Although DiffSynth-Studio supports VRAM management in model inference, most of the techniques for reducing VRAM usage are not suitable for training. Offloading would cause extremely slow training processes.

FP8 precision is the only VRAM management strategy that can be enabled during training. However, this framework currently does not support native FP8 precision training. For reasons, see Q&A: Why doesn't the training framework support native FP8 precision training?. It only supports storing models whose parameters are not updated by gradients (models that do not require gradient backpropagation, or whose gradients only update their LoRA) in FP8 precision.

Enabling FP8

In our provided training scripts, you can quickly set models to be stored in FP8 precision through the --fp8_models parameter. Taking Qwen-Image LoRA training as an example, we provide a script for enabling FP8 training located at /examples/qwen_image/model_training/special/fp8_training/Qwen-Image-LoRA.sh.
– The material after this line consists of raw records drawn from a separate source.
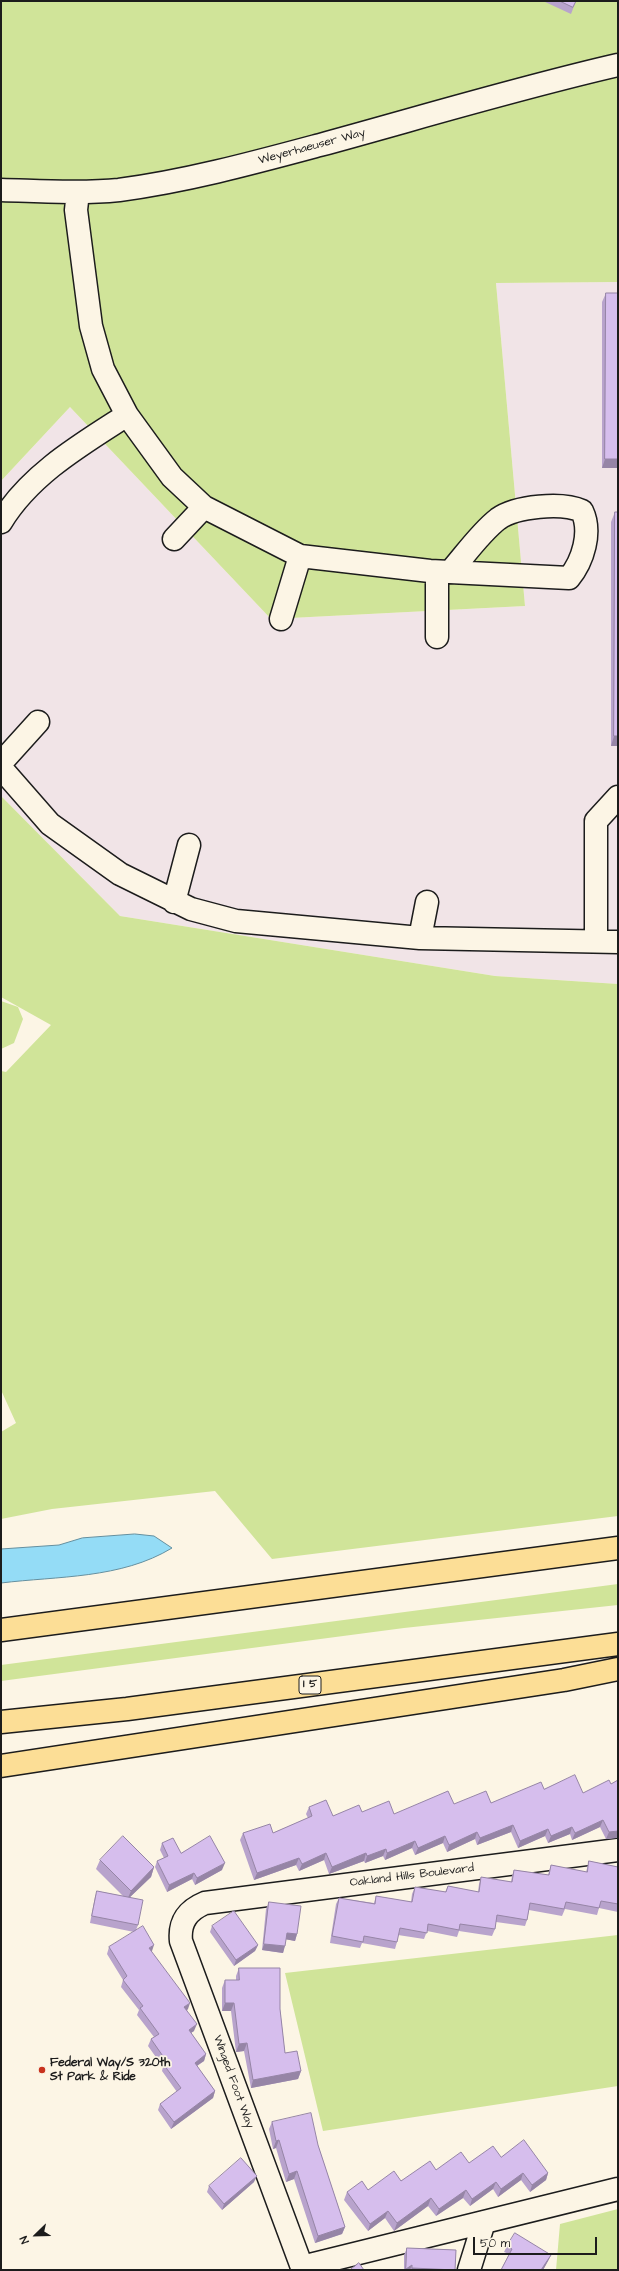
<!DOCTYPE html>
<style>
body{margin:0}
#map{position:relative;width:619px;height:2271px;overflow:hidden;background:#fcf5e5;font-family:"Architects Daughter",sans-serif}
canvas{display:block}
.frame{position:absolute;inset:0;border:2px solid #1c1c1c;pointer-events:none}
.north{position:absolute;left:16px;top:2215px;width:40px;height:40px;-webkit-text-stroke:3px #fcf5e5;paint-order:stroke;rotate:247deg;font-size:11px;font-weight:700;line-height:16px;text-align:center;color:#1c1c1c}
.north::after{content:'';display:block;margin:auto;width:14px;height:18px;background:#1c1c1c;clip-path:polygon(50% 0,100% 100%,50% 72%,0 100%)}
.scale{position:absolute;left:473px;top:2237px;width:124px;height:18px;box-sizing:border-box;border:2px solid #1c1c1c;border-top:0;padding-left:5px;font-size:12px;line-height:14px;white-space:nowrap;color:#1c1c1c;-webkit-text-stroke:3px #fcf5e5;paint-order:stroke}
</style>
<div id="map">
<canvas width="619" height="2271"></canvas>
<div class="frame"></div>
<div class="north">N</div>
<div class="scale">50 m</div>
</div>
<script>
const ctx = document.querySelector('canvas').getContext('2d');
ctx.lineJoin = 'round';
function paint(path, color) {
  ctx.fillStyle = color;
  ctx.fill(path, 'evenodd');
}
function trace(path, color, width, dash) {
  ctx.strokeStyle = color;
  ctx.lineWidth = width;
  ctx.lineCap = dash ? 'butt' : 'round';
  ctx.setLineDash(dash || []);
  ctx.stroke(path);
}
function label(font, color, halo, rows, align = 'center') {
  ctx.font = font + ' "Architects Daughter",sans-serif';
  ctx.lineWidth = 3.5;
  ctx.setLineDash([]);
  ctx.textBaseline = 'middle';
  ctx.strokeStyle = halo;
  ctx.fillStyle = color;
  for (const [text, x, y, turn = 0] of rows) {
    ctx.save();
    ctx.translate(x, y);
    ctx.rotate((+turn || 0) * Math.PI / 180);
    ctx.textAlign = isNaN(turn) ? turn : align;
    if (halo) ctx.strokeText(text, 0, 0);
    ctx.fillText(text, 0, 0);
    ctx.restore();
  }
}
paint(new Path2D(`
 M618,282V984L495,976L120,916L1,796V481L70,407L271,619L525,606L496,283Z`), '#f1e4e7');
paint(new Path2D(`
 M1,1H618V282L496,283L525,606L271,619L70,407L1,481Z
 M1,796L120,916L495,976L618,984V1516L272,1559L215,1491L52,1509L1,1519V1432L16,1423L1,1390V1071L6,1072L51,1025L1,997Z
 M1,1001L18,1007L23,1019L14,1043L1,1049Z
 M618,1584V1605L404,1628L1,1681V1665Z
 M618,1935V2086L323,2131L285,1973Z
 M618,2209V2270H556L560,2224Z`), '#d0e499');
const water = new Path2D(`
 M135,1534L154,1536L172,1548C121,1579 58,1576 1,1583V1549L59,1545L82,1538Z`);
paint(water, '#94dcf6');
trace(water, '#648f9f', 1);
const minor = new Path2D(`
 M1,190C40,191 80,194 119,190C187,181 253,163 320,145C419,118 518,88 618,65
 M127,415L172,477L204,507L300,556L430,571L569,578C583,561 592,532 582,511C562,502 516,506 498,519C480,533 465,555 450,572
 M1,522C30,474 82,444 127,415L103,369L91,326L76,210L78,192
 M174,539L204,507
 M281,619L300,556
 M437,637V572
 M1,763L38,722
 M1,768L50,824L120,874L191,909L236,921L420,938L618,942
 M174,902L189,845
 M420,938L427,902
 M596,941V821L618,797
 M302,2267L618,2189
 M303,2270L181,1941C179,1922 188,1910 205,1903L618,1850
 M469,2270L484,2222`);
const highway = new Path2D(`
 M1,1630L618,1548
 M1,1722L127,1709L618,1644
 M1,1766L564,1680L618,1669`);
trace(minor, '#1c1c1c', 25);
trace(highway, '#1c1c1c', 25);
trace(minor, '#fcf5e5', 22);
trace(highway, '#fcde96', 22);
paint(new Path2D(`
 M543,1H576L571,14Z
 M606,293H618V468H602V302Z
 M615,512L618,746H611V522Z
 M618,1780V1836L616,1838L606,1839L600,1827L572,1840L570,1834L548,1843L545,1836L518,1848L511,1832L477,1845L475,1839L447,1852L443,1843L415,1855L412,1848L385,1860L383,1856L365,1863L364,1861L329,1874L324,1860L299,1871L296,1865L254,1880L240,1840L243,1833H273L308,1818L306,1814L309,1807L333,1816L362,1812L394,1814L454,1804L491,1803L544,1789L583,1793L611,1784Z
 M162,1843L181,1853L222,1870L195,1885L192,1879L167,1892L155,1867L157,1861L164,1858L160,1850Z
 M100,1860L154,1867L151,1877L130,1897L138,1925L136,1930L152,1951L151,1952L188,2009L187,2010L194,2031L191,2033L206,2054L204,2061L197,2066L215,2091L213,2098L171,2129L158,2110L160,2104L177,2092L162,2071L163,2067L148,2046L151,2039L154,2037L137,2015L139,2010L121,1987L123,1980L107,1954L109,1947L134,1932L90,1923L95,1897L97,1891L123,1896L96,1869Z
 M589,1861L618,1867V1912L599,1908L597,1915L565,1909L562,1916L529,1910L527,1920L525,1926L496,1922L495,1929L492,1936L459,1931L457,1937L427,1931L424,1939L398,1935L397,1942L395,1949L362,1943L360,1948L330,1943L336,1904L339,1898L374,1903L376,1896L411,1902L412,1894L415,1887L445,1892L448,1886L478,1892L479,1884L481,1877L511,1882L512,1876L514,1870L548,1875L551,1865L586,1872Z
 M269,1902L297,1934L295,1941L286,1939L283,1953L262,1950L266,1909Z
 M212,1926L258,1945L255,1951L234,1966L210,1932Z
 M239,1968L280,2009L285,2053L301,2071L298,2079L251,2088L244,2051L236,2052L231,2011H222V1988L225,1980H236V1976Z
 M272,2122L318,2145L345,2227L342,2234L315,2243L294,2179L286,2182L276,2148L273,2149L269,2129Z
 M501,2157L548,2173L546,2180L530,2192L521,2180L498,2197L493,2189L470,2206L463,2198L436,2216L428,2206L394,2231L385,2218L368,2231L344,2200L347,2192L368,2190L436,2170Z
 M254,2182L222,2210L207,2192L209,2186Z
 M507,2246L551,2255L548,2261L543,2270H501L509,2254L504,2252Z
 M407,2248L456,2250L455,2270H404V2255Z`), '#b8a3cc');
paint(new Path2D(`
 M605,459H618V468H602Z
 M614,736H618V746H611Z
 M603,1820L600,1827L572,1840L575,1833Z
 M513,1825L511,1832L477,1845L480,1838Z
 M572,1827L570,1834L548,1843L551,1836Z
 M548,1829L545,1836L518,1848L520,1841Z
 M618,1831V1836L616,1838L606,1839L609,1832Z
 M477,1832L475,1839L447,1852L449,1845Z
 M445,1836L443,1843L415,1855L418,1848Z
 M415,1841L412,1848L385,1860L387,1853Z
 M386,1849L383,1856L365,1863L367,1856Z
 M326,1853L324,1860L299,1871L302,1864Z
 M366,1853L364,1861L329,1874L332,1867Z
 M299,1858L296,1865L254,1880L257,1873Z
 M225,1863L222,1870L195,1885L197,1878Z
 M154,1867L151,1877L127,1900L131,1891Z
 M194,1873L192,1879L167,1892L169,1885Z
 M287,1933L297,1934L295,1941L284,1939Z
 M264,1944L285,1946L283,1953L262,1950Z
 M154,1945L152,1951L146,1955L149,1948Z
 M258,1945L255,1951L234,1966L236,1960Z
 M190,2003L188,2009L182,2014L184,2007Z
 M225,2003H234L231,2011H222Z
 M197,2024L194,2031L186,2036L189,2030Z
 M247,2043L244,2051L236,2052L239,2044Z
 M206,2054L204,2061L192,2069L195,2063Z
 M301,2071L298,2079L251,2088L253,2080Z
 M215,2091L213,2098L171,2129L174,2122Z
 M279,2140L276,2148L273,2149L276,2141Z
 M297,2171L294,2179L286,2182L289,2174Z
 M523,2173L521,2180L498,2197L501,2189Z
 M548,2173L546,2180L530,2192L532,2185Z
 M257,2176L254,2182L222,2210L224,2204Z
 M496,2182L493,2189L470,2206L472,2199Z
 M466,2190L463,2198L436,2216L439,2209Z
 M431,2198L428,2206L394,2231L397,2223Z
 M388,2211L385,2218L368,2231L370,2224Z
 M345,2227L342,2234L315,2243L318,2236Z
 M551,2255L548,2261L543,2270H541Z
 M412,2265L410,2270H406V2269Z
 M412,2268L455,2270H411Z`), '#9685a6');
const building = new Path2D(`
 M560,1H576L573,7Z
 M606,293H618V459H605Z
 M615,512H618V736H614Z
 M575,1775L583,1793L609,1780L611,1784L618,1780V1831L609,1832L603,1820L575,1833L572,1827L551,1836L548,1829L520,1841L513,1825L480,1838L477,1832L449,1845L445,1836L418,1848L415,1841L387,1853L386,1849L367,1856L366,1853L332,1867L326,1853L302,1864L299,1858L257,1873L243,1833L270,1824L273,1833L312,1816L309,1807L326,1800L333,1816L359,1805L362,1812L389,1801L394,1814L448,1791L454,1804L486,1791L491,1803L541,1782L544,1789Z
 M123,1836L154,1867L131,1891L100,1860Z
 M210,1836L225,1863L197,1878L194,1873L169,1885L157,1861L168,1856L162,1843L173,1838L181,1853Z
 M589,1861L618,1867V1904L601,1901L599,1908L566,1902L564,1909L530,1903L527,1920L497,1915L495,1929L460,1924L459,1930L428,1924L427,1933L400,1928L397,1942L364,1936L363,1942L332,1936L339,1898L375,1904L376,1896L412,1902L415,1887L446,1892L448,1886L479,1892L481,1877L512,1882L514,1870L549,1875L551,1865L587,1872Z
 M97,1891L143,1900L138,1925L92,1916Z
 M269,1902L301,1906L297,1934L287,1933L285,1946L264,1944Z
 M234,1911L258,1945L236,1960L212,1926Z
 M143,1926L154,1945L149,1948L190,2003L184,2007L197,2024L189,2030L206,2054L195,2063L215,2091L174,2122L160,2104L181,2088L164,2065L167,2062L151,2039L159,2034L140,2008L143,2006L123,1980L127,1976L109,1947Z
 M239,1968H280V2009L285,2053L297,2051L301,2071L253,2080L247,2043L239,2044L234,2003H225V1980H239Z
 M311,2113L318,2145L345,2227L318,2236L297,2171L289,2174L279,2140L276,2141L272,2122Z
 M524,2140L548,2173L532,2185L523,2173L501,2189L496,2182L472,2199L466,2190L439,2209L431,2198L397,2223L388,2211L370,2224L347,2192L362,2181L368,2190L394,2171L401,2181L430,2161L436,2170L461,2152L469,2163L493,2146L501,2157Z
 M241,2158L257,2176L224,2204L209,2186Z
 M515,2233L551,2255L541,2270H501L512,2249L507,2246Z
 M407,2248L456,2250L455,2270L412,2268V2265L406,2269Z
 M359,2263L364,2270H350Z`);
paint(building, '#d6beed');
trace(building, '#9685a6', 1);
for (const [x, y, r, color] of [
 [42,2070,4,"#c8321e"]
]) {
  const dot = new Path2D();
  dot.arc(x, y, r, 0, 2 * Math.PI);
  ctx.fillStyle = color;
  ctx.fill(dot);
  trace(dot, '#fcf5e5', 1.5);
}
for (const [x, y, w] of [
 [310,1685,22]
]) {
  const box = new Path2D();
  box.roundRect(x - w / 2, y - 9, w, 18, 3);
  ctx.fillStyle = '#fcf5e5';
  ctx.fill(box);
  trace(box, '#1c1c1c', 1);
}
label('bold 11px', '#1c1c1c', null, [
 ["I 5",310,1685]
]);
label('12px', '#1c1c1c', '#fcf5e5', [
 ["Weyerhaeuser Way",312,147,-15],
 ["Oakland Hills Boulevard",412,1876,-7],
 ["Winged Foot Way",233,2082,70]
]);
label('bold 12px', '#1c1c1c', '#fcf5e5', [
 ["Federal Way/S 320th",50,2063],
 ["St Park & Ride",50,2077]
], 'left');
</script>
After training is completed, you can verify the training results with the script /examples/qwen_image/model_training/special/fp8_training/validate.py.
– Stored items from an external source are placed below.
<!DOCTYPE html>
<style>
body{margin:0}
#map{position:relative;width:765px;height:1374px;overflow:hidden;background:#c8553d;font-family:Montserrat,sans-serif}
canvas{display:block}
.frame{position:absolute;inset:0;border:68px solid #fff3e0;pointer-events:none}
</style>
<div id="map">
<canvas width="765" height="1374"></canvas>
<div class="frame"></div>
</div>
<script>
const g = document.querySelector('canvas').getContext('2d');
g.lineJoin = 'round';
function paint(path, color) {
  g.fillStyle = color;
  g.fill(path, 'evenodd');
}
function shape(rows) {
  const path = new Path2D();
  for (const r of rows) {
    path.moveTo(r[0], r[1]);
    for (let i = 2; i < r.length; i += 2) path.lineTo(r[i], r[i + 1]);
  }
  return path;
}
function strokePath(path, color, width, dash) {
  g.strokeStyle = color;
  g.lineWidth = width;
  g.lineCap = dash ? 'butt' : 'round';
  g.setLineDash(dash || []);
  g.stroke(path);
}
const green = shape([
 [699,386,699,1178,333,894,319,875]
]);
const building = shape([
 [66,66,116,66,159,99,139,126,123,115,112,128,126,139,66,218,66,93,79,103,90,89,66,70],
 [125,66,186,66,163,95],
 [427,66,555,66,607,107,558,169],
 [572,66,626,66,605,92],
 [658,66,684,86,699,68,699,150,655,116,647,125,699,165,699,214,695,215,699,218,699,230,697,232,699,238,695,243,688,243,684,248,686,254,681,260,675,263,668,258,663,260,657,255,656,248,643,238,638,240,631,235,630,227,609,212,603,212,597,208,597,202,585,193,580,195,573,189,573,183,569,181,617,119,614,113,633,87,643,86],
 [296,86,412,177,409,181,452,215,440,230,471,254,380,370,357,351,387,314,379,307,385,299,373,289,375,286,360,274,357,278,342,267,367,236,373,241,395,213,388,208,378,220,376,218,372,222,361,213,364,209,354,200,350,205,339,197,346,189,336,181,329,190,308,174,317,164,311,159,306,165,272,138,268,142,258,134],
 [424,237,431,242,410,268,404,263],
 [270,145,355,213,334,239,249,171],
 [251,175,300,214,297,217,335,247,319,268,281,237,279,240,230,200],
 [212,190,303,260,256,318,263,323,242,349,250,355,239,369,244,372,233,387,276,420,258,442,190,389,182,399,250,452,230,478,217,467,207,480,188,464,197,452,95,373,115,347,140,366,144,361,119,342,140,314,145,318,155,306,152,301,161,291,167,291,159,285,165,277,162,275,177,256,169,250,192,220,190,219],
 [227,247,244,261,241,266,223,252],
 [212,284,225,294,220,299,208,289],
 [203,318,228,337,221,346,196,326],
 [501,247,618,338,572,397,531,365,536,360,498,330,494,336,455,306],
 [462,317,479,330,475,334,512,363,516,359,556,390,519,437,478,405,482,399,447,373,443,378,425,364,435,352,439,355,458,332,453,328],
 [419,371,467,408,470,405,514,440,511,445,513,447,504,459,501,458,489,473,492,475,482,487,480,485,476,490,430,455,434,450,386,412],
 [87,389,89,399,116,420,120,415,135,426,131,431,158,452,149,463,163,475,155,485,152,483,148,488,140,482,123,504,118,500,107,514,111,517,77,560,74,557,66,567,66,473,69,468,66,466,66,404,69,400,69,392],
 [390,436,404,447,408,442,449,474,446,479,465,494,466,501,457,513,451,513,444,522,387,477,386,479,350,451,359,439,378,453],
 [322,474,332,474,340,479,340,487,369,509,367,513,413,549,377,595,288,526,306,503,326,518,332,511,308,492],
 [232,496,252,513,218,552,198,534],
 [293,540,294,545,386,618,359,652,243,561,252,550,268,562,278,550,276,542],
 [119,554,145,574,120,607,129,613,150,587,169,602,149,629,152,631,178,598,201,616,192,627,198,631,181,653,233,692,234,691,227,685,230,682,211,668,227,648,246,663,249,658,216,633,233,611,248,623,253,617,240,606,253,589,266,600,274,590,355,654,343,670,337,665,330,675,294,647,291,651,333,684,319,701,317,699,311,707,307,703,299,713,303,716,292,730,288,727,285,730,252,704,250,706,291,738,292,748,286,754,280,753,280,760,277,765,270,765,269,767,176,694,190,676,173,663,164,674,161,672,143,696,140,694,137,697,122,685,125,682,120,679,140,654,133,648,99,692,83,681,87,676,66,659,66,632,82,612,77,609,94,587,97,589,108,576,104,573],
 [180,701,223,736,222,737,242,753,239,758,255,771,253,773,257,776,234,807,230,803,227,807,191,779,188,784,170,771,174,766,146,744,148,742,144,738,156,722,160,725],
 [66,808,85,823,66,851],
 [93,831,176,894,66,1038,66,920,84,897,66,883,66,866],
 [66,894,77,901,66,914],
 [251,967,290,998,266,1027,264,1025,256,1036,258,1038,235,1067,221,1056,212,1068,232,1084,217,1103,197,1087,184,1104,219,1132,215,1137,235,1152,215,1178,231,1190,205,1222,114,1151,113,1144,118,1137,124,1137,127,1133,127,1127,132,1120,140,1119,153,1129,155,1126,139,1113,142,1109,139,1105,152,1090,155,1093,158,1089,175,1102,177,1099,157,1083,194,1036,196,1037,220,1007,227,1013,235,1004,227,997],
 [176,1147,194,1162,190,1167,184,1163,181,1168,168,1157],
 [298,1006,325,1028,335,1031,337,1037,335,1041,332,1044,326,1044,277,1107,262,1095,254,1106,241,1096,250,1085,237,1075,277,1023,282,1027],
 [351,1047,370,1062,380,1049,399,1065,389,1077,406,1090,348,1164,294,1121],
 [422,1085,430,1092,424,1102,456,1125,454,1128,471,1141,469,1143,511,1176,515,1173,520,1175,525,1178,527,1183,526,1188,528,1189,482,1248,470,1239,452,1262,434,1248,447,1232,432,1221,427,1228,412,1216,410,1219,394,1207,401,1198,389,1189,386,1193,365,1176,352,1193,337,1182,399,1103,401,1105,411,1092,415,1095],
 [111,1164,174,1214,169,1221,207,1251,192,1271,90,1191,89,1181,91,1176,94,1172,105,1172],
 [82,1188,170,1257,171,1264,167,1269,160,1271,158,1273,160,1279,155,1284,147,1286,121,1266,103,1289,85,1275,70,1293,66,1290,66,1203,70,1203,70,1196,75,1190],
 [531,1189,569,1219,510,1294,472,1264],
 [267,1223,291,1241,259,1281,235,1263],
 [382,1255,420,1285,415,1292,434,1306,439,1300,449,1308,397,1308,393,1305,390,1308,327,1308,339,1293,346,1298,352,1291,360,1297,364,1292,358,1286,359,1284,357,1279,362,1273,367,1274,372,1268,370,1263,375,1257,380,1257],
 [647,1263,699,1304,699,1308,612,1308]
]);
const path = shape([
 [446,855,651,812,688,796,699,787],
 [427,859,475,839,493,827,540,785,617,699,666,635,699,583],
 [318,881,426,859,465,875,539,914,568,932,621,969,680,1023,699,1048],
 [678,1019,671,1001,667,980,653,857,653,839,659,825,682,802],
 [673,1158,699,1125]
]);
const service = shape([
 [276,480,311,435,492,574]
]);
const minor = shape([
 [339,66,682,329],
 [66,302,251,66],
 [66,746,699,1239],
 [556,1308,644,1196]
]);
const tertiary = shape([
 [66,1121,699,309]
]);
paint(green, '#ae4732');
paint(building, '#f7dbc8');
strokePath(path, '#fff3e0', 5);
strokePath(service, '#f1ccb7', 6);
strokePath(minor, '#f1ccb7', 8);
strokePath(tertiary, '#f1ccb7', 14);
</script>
Please note that this FP8 VRAM management strategy does not support gradient updates. When a model is set to be trainable, FP8 precision cannot be enabled for that model. Models that support FP8 include two types:

  • Parameters are not trainable, such as VAE models
  • Gradients do not update their parameters, such as DiT models in LoRA training

Experimental verification shows that LoRA training with FP8 enabled does not cause significant image quality degradation. However, theoretical errors do exist. If you encounter training results inferior to BF16 precision training when using this feature, please provide feedback through GitHub issues.

Training Framework Design Concept

The training framework completely reuses the inference VRAM management, and only parses VRAM management configurations through parse_model_configs in DiffusionTrainingModule during training.